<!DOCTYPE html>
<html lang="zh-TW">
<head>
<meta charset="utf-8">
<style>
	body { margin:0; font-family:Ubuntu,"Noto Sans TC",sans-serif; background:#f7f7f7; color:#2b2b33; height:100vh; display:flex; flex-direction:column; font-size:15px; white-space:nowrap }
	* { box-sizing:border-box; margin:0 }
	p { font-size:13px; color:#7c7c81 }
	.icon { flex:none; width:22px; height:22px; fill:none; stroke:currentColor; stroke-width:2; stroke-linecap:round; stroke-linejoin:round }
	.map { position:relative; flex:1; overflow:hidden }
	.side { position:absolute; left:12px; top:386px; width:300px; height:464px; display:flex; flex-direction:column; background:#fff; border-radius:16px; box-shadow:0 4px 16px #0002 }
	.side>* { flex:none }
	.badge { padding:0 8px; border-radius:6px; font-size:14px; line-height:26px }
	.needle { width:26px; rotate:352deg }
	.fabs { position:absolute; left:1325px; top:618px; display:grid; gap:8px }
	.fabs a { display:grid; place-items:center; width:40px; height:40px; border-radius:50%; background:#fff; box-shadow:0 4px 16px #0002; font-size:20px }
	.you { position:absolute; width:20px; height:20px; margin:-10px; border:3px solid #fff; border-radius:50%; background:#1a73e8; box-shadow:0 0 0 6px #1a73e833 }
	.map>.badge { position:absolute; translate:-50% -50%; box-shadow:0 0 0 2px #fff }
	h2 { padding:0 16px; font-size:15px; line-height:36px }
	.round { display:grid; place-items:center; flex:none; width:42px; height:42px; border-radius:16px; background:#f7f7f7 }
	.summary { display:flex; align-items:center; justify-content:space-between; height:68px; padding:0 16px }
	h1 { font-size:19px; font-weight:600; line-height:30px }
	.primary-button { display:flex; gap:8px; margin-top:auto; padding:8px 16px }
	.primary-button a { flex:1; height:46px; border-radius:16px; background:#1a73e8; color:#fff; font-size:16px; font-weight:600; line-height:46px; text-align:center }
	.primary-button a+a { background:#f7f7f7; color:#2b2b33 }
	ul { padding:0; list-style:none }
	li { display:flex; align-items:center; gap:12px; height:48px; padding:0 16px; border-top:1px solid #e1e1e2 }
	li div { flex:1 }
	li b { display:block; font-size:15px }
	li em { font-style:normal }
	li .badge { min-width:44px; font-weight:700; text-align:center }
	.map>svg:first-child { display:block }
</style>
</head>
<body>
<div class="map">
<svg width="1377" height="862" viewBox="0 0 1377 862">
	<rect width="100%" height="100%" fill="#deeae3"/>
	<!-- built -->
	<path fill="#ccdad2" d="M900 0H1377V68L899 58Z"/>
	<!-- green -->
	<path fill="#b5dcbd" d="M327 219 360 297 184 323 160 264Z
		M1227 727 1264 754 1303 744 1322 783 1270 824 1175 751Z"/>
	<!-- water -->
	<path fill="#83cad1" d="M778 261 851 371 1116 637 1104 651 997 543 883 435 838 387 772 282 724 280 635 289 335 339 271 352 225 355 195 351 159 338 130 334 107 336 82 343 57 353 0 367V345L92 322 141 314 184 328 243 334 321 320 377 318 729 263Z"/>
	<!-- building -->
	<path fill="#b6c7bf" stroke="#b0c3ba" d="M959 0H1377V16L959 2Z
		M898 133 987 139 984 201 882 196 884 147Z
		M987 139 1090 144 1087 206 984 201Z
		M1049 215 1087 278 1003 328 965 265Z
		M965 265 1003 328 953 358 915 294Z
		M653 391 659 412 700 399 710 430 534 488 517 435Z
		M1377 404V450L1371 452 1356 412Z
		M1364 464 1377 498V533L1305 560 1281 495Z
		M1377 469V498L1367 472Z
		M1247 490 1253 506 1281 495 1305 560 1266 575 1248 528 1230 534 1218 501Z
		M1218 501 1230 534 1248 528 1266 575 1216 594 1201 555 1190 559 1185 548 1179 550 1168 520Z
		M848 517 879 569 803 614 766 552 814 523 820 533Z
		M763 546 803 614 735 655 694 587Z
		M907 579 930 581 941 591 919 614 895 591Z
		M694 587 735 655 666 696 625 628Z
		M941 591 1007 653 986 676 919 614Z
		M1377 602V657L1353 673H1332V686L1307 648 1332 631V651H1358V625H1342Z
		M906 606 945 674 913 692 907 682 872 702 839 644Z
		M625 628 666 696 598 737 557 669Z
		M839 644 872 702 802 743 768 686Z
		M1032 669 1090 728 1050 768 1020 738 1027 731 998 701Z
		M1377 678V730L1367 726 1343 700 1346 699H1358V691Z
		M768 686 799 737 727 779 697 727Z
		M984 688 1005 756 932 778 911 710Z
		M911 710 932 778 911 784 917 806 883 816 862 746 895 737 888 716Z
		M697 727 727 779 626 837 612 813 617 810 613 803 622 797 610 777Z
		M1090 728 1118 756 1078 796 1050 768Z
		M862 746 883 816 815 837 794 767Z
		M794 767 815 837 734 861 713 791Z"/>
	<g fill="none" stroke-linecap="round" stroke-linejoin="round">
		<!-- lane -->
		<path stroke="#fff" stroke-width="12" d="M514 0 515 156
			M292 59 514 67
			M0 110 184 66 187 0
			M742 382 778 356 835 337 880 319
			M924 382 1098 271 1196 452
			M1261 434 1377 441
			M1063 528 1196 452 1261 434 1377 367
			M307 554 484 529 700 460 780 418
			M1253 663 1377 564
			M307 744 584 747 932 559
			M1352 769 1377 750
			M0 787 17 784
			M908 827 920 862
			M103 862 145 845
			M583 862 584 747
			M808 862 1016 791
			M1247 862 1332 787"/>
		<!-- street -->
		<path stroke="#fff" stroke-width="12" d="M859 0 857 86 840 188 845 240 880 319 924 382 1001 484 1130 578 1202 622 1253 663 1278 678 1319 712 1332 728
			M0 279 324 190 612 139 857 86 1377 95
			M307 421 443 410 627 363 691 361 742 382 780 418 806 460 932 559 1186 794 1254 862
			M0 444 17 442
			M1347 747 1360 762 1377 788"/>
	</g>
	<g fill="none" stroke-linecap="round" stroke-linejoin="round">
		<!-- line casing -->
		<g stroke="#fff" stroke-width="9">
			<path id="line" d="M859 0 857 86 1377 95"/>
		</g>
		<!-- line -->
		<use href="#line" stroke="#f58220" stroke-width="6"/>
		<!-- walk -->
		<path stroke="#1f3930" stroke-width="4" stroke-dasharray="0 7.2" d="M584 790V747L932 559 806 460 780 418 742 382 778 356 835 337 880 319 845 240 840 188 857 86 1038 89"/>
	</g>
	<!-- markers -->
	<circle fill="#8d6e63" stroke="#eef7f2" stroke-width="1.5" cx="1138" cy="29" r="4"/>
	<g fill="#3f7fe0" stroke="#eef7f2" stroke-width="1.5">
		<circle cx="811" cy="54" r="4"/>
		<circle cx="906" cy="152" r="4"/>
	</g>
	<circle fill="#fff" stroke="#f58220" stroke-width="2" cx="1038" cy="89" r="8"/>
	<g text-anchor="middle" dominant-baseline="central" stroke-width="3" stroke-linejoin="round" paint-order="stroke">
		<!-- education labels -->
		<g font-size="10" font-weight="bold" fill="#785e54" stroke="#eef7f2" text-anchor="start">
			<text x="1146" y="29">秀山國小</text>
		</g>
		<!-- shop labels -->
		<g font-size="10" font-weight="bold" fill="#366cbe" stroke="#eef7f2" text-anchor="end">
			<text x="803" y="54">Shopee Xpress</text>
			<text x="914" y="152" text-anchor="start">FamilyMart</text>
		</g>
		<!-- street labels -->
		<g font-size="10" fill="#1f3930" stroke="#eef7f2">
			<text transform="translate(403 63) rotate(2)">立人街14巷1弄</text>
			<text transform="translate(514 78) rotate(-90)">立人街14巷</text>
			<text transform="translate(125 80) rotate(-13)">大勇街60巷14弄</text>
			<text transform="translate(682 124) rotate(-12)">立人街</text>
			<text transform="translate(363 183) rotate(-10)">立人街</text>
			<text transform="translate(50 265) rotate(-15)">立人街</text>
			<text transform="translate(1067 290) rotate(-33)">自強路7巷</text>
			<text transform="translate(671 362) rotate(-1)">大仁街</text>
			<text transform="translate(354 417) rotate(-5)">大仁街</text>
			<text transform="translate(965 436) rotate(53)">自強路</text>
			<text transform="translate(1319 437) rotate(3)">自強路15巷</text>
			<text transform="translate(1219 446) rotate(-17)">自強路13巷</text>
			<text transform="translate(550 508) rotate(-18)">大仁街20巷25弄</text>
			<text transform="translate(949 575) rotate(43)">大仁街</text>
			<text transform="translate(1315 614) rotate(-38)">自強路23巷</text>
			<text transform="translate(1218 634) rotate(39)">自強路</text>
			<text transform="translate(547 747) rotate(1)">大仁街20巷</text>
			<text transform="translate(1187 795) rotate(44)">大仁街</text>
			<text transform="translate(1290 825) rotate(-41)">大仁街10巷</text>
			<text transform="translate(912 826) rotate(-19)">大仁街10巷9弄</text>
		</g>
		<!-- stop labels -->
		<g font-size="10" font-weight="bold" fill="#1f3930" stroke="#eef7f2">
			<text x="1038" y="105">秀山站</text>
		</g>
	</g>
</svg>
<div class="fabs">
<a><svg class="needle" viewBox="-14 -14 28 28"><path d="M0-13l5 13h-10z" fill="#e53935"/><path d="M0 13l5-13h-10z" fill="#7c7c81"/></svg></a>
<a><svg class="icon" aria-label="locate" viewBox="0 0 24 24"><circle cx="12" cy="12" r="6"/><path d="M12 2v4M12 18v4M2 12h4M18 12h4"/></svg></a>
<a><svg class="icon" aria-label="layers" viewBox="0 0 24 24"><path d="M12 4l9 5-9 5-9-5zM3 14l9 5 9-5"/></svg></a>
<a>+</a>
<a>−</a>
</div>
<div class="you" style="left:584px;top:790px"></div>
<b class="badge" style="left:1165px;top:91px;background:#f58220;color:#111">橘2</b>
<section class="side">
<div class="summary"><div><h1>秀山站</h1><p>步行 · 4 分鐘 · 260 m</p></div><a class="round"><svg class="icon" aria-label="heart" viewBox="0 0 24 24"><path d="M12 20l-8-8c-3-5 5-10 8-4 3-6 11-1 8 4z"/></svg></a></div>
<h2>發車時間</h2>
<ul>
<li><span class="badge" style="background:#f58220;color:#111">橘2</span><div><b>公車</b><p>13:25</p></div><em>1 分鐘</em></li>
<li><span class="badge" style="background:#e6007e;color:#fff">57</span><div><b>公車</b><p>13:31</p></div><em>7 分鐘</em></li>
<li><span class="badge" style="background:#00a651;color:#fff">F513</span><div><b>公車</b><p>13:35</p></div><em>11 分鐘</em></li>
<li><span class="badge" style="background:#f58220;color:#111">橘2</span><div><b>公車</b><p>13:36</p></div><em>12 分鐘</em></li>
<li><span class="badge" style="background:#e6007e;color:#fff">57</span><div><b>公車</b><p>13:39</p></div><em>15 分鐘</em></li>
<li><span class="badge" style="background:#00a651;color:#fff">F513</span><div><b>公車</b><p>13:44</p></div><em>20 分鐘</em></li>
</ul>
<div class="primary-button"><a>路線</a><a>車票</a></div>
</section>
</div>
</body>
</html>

◆ What the task requires: Would you copy out each line of the records above where the word "solid" occurs?

◆ Response to the task:
	.you { position:absolute; width:20px; height:20px; margin:-10px; border:3px solid #fff; border-radius:50%; background:#1a73e8; box-shadow:0 0 0 6px #1a73e833 }
	li { display:flex; align-items:center; gap:12px; height:48px; padding:0 16px; border-top:1px solid #e1e1e2 }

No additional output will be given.